Single-Image Super-Resolution Models to Video Super-Resolution

Single-Image Super-Resolution Models to Video Super-Resolution: History

Please note this is an old version of this entry, which may differ significantly from the current revision.

Contributor: Wenhao Wang , Zhenbing Liu , Haoxiang Lu , Rushi Lan ,

Yingxin Huang

The quality of videos varies due to the different capabilities of sensors. Video super-resolution (VSR) is a technology that improves the quality of captured video.

video super-resolution
single-image super-resolution
plug-and-play

1. Introduction

Numerous videos are captured every day; however, due to the different capabilities of sensors, the quality of captured videos can vary greatly, which affects the subsequent analysis and applications ^[1]^[2]^[3]^[4]. Recently, computer technologies have been applied to many fields ^[5]^[6]^[7]^[8]. In particular, video super-resolution (VSR) is a technology for improving the quality of captured video. It produces high-resolution (HR) video frames from their low-resolution (LR) counterparts. The VSR problem is challenging due to its ill-posed nature, but its applications include video display, video surveillance, video conferencing, and entertainment ^[9].
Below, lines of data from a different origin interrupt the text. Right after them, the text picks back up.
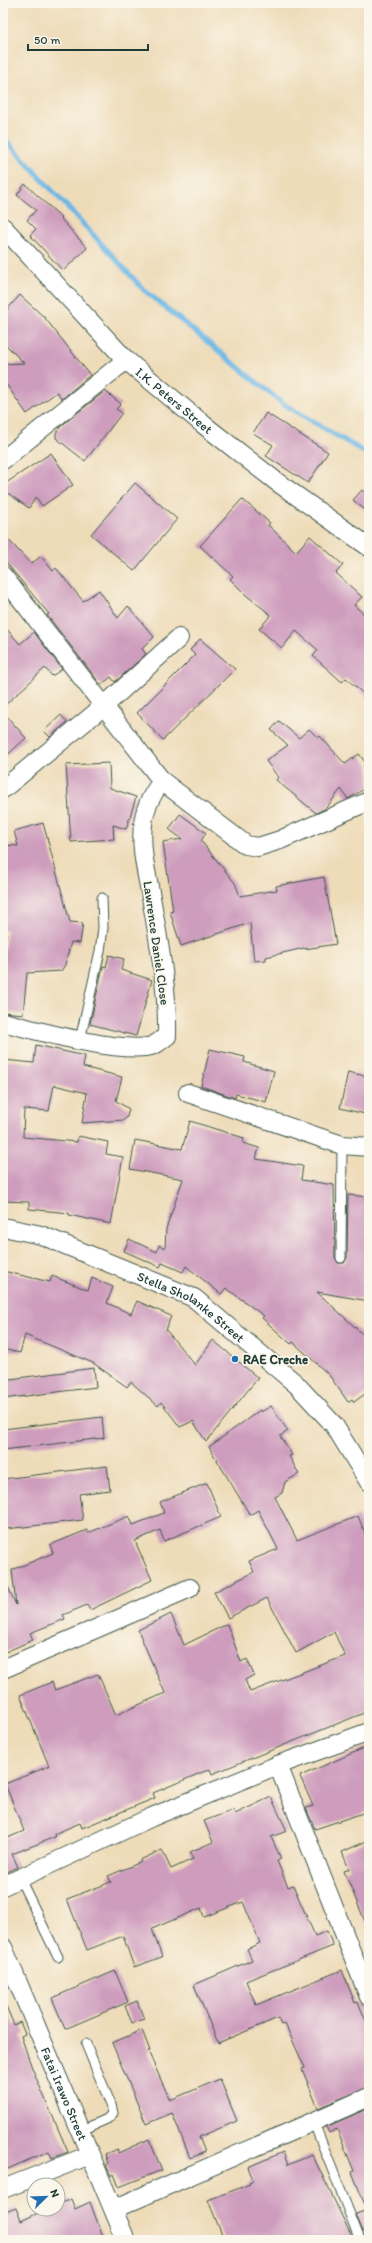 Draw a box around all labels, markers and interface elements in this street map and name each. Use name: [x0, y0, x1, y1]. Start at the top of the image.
scale bar: [28, 26, 148, 52]
text: 50 m: [34, 33, 60, 47]
street label: I.K. Peters Street: [133, 364, 215, 437]
street label: Lawrence Daniel Close: [140, 880, 173, 1006]
street label: Stella Sholanke Street: [135, 1268, 247, 1345]
place label: RAE Creche: [243, 1352, 308, 1367]
marker: RAE Creche: [230, 1354, 240, 1364]
street label: Fatai Irawo Street: [38, 2045, 90, 2143]
north arrow: [26, 2177, 66, 2217]
text: N: [47, 2187, 62, 2199]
VSR models take consecutive frames as input. Single-image super-resolution (SISR) methods process only one image at a time. So, VSR models take both spatial information and temporal information into account, while SISR models only exploit spatial information for super-resolution (SR) reconstruction. Thus, many VSR methods adapt SISR models for spatial information extraction. For example, Haris et al. ^[10] introduced RBPN, which employs blocks from DBPN ^[11] in a recurrent encoder–decoder module to utilize spatial and temporal information. Tian et al. ^[12] adapted EDSR ^[13] as the main design for the SR reconstruction network in TDAN. Liang et al. ^[14] utilized residual Swin Transformer blocks from SwinIR ^[15] in their proposed RVRT. Although these works have adapted SISR models, each method utilizes only one SISR model. Applying SISR techniques to the VSR models would require considerable effort and they may not perform as effectively as specialized VSR models.
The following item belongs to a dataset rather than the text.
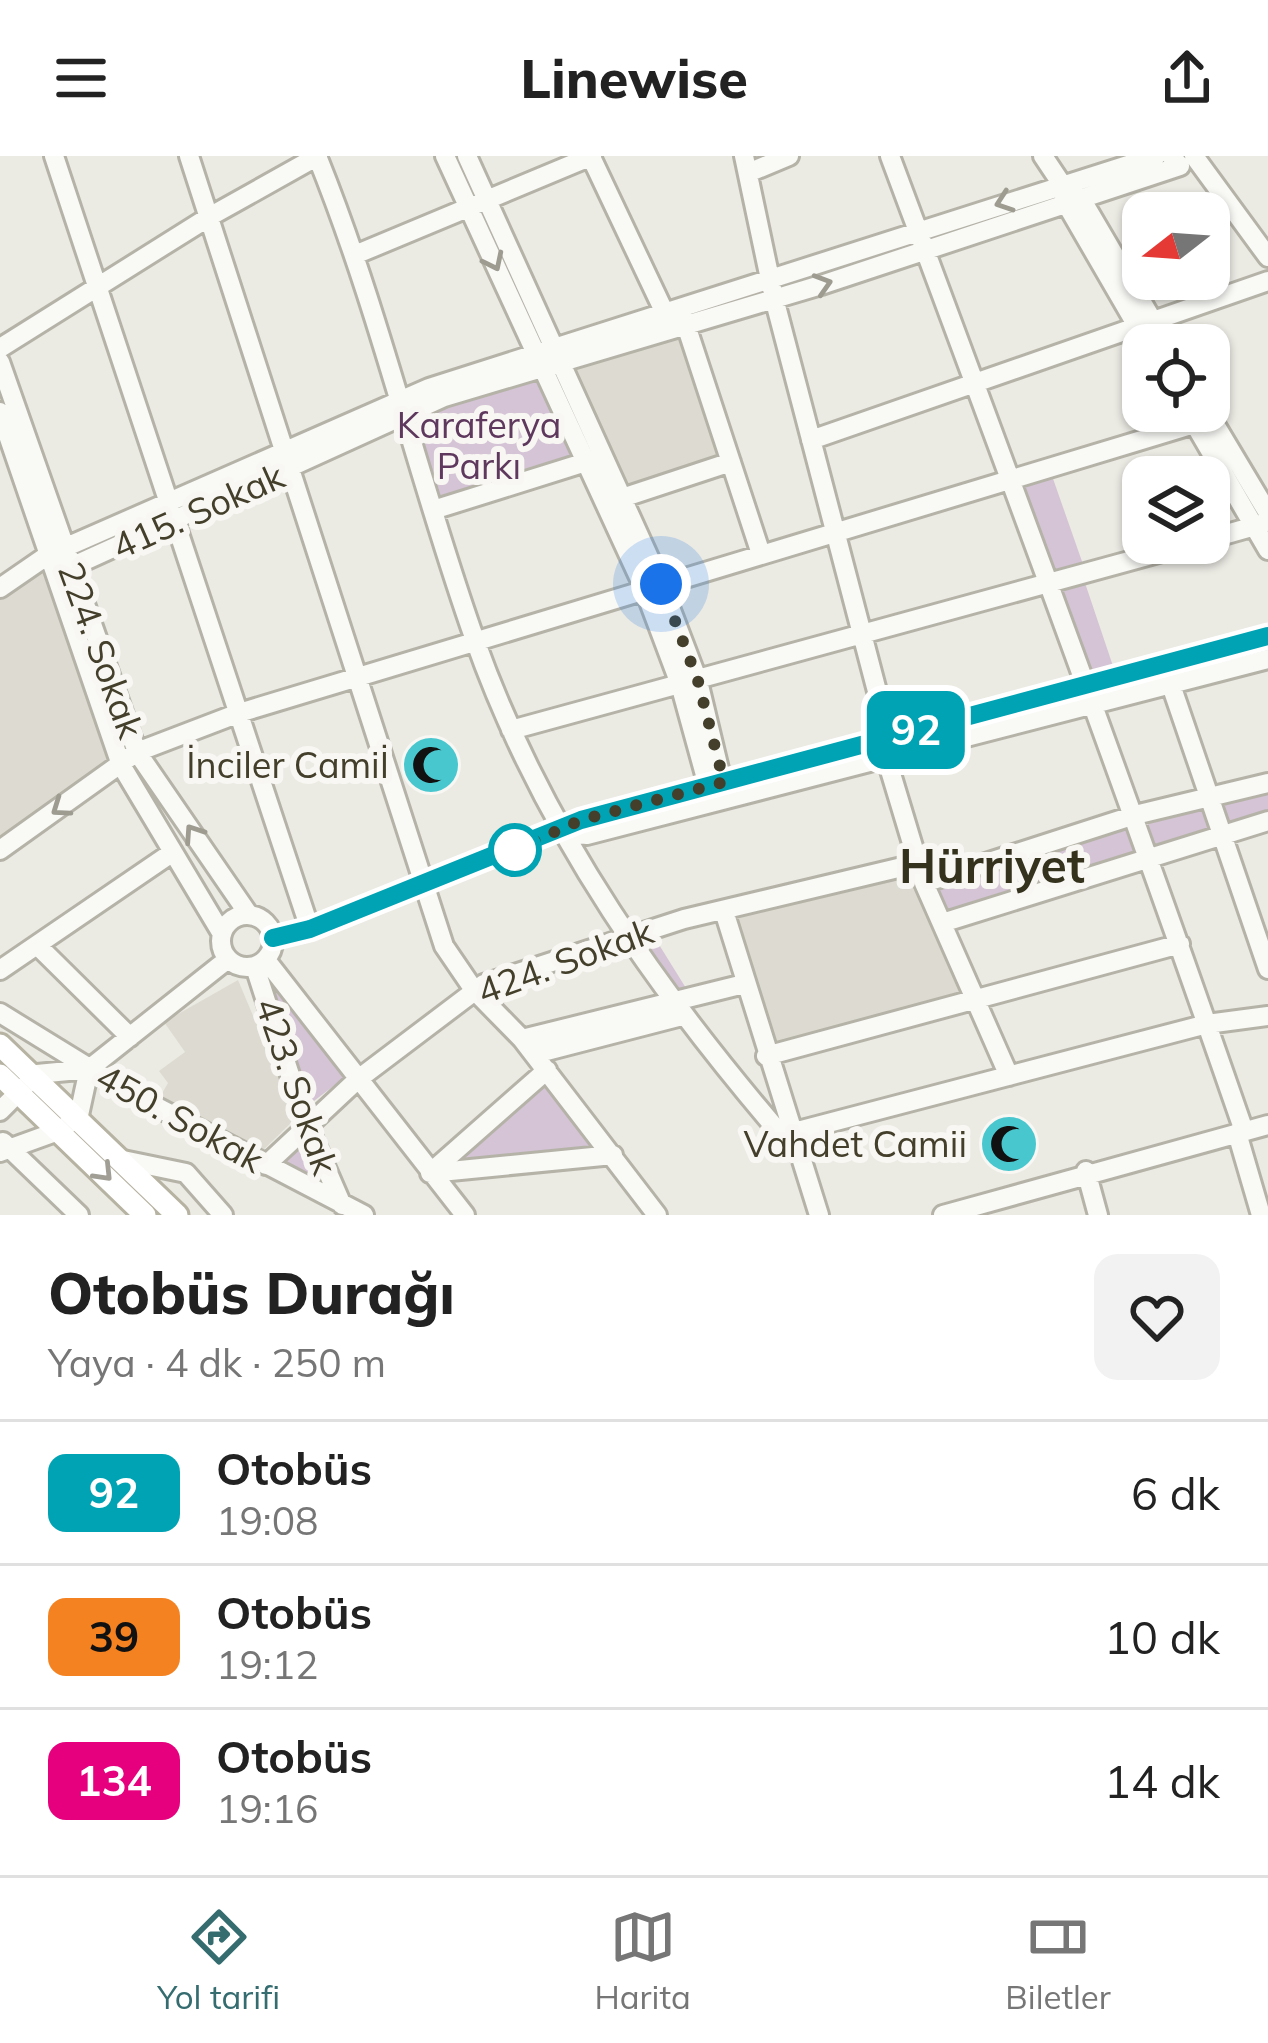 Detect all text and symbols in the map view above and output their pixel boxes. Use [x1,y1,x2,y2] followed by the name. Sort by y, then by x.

Meanwhile, several VSR methods do not rely on SISR models. For instance, Xue et al. ^[16] proposed TOF, which estimates task-oriented flow to recover details in SR frames. Wang et al. ^[17] proposed SOF-VSR, which estimates HR optical flow from LR frames. SWRN ^[18] can be utilized in real time on a mobile device. However, the development of a VSR model without adapting SISR methods is very costly, as the model needs to capture both temporal and spatial information. Moreover, compared with SISR methods, they may be less effective in utilizing spatial information.

To alleviate the above issues, researchers propose a plug-and-play approach for adapting existing SISR models to the VSR task. Firstly, researchers summarize a common architecture of SISR models and provide a formal analysis of adaptation to achieve better effectiveness of different SISR models. Then, researchers present an adaptation method, which inserts a plug-and-play temporal feature extraction module into SISR models. Specifically, the temporal feature extraction module consists of three submodules. The spatial aggregation submodule aligns features extracted by the original SISR model. The alignment is performed based on the result of the offset estimation submodule. Then, the temporal aggregation submodule is applied to aggregate information extracted from all neighboring frames.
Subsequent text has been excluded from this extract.